Your task is to copy every line of the entries that contains "names".

Entries taken from a collection:
━━━━━━

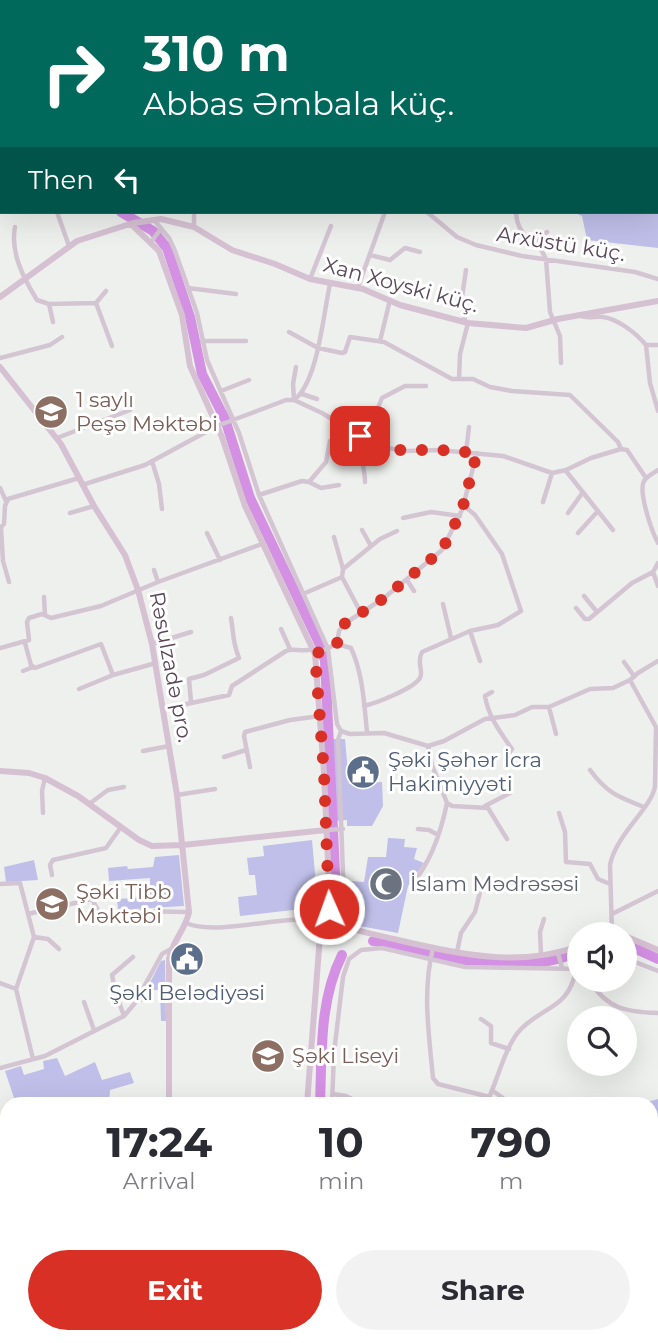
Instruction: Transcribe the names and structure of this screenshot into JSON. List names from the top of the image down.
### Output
{
  "streets": {
    "street": ["Arxüstü küç.", "Xan Xoyski küç.", "Rəsulzadə pro."]
  },
  "places": {
    "school or university": ["1 saylı Peşə Məktəbi", "Şəki Tibb Məktəbi", "Şəki Liseyi"],
    "public building": ["Şəki Şəhər İcra Hakimiyyəti", "Şəki Belədiyəsi"],
    "mosque": ["İslam Mədrəsəsi"]
  },
  "page": {
    "turn": ["310 m", "Abbas Əmbala küç."],
    "then": "Then",
    "eta": [
      "17:24",
      "Arrival",
      "10",
      "min",
      "790",
      "m"
    ],
    "buttons": ["Exit", "Share"]
  }
}
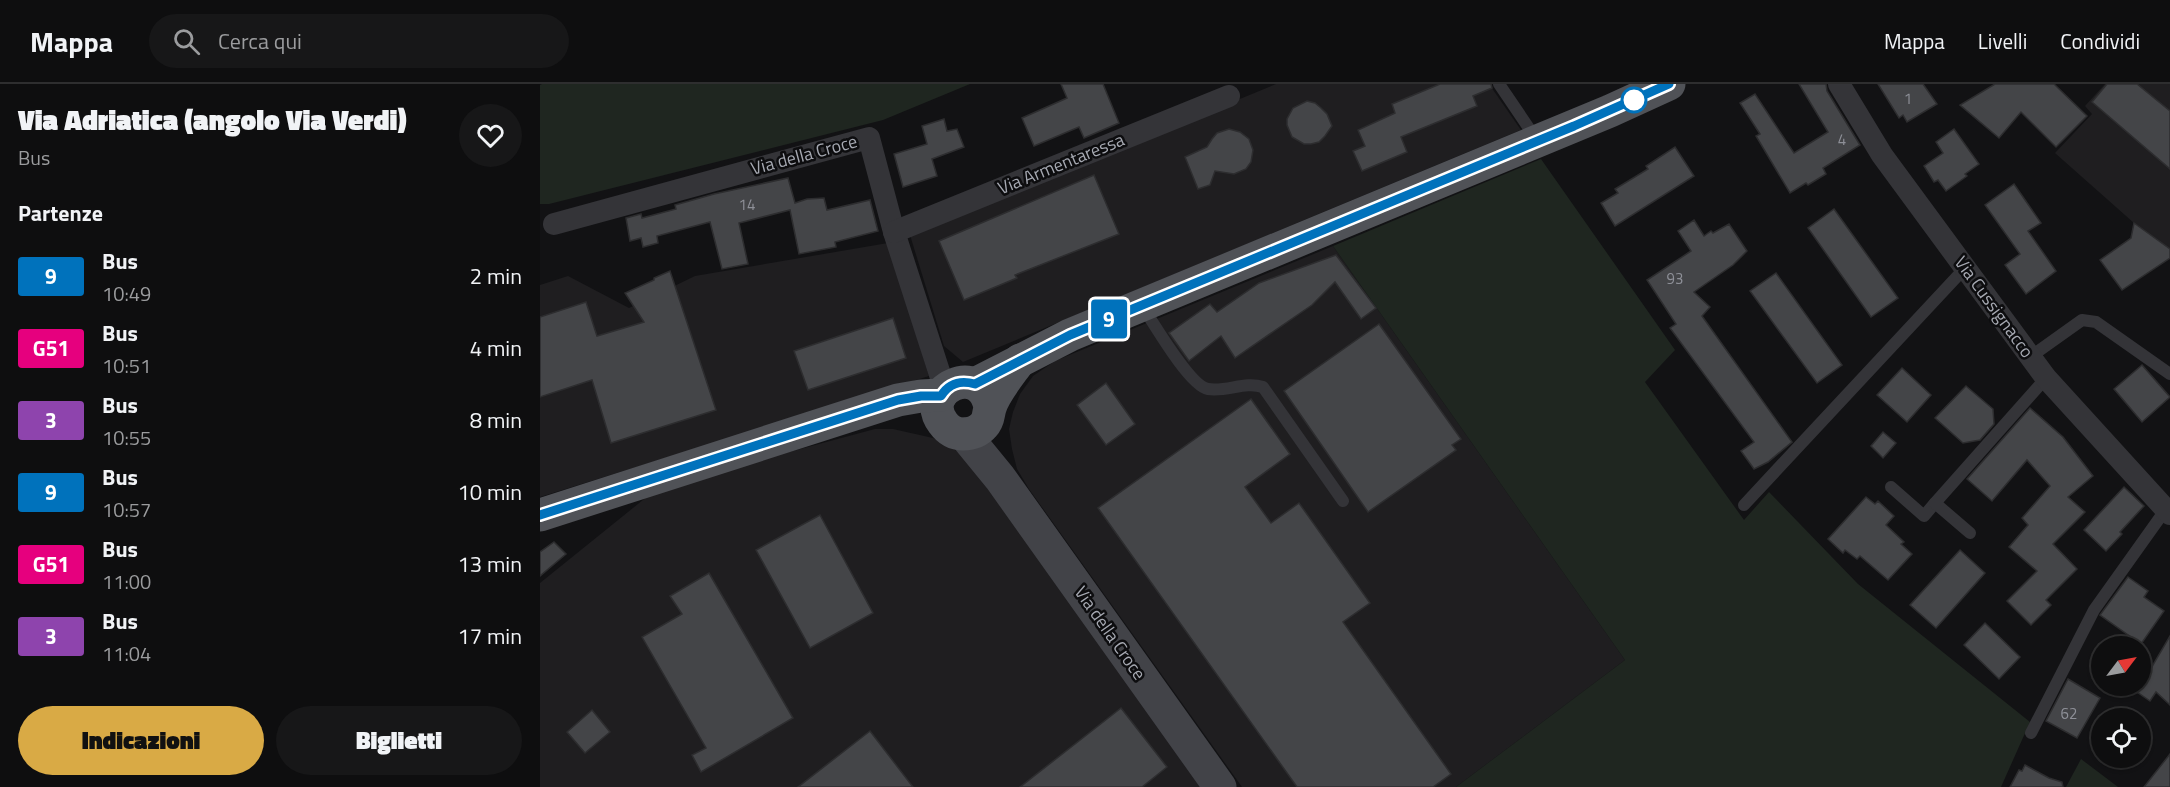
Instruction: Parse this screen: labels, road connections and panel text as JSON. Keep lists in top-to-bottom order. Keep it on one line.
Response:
{"streets":{"main road":["Via della Croce"],"street":["Via Armentaressa","Via Cussignacco"]},"crossings":[["Via della Croce","Via Armentaressa"]],"lines":["bus line 9"],"house_numbers":["1","4","14","93","62"],"north":"top right","page":{"header":"Mappa","search":"Cerca qui","nav":["Mappa","Livelli","Condividi"],"heading":[["Via Adriatica (angolo Via Verdi)","Bus"],"Partenze"],"on_map":"9","list":[{"mark":"9","name":"Bus","note":"10:49","value":"2 min"},{"mark":"G51","name":"Bus","note":"10:51","value":"4 min"},{"mark":"3","name":"Bus","note":"10:55","value":"8 min"},{"mark":"9","name":"Bus","note":"10:57","value":"10 min"},{"mark":"G51","name":"Bus","note":"11:00","value":"13 min"},{"mark":"3","name":"Bus","note":"11:04","value":"17 min"}],"buttons":["Indicazioni","Biglietti"]}}
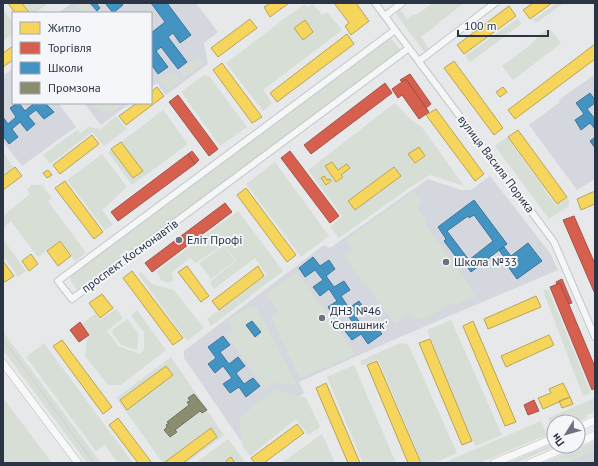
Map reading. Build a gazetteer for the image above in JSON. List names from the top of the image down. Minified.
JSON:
{"streets":{"street":["вулиця Василя Порика","проспект Космонавтів"]},"crossings":[["вулиця Василя Порика","проспект Космонавтів"]],"places":["Еліт Профі","Школа №33","ДНЗ №46 'Соняшник'"],"legend":["Житло","Торгівля","Школи","Промзона"],"scale_bar":"100 m","north":"bottom left"}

━━━━━━

#### [Answer below]
Instruction: Transcribe the names and structure of this screenshot into JSON. List names from the top of the image down.
Map reading. Build a gazetteer for the image above in JSON. List names from the top of the image down. Minified.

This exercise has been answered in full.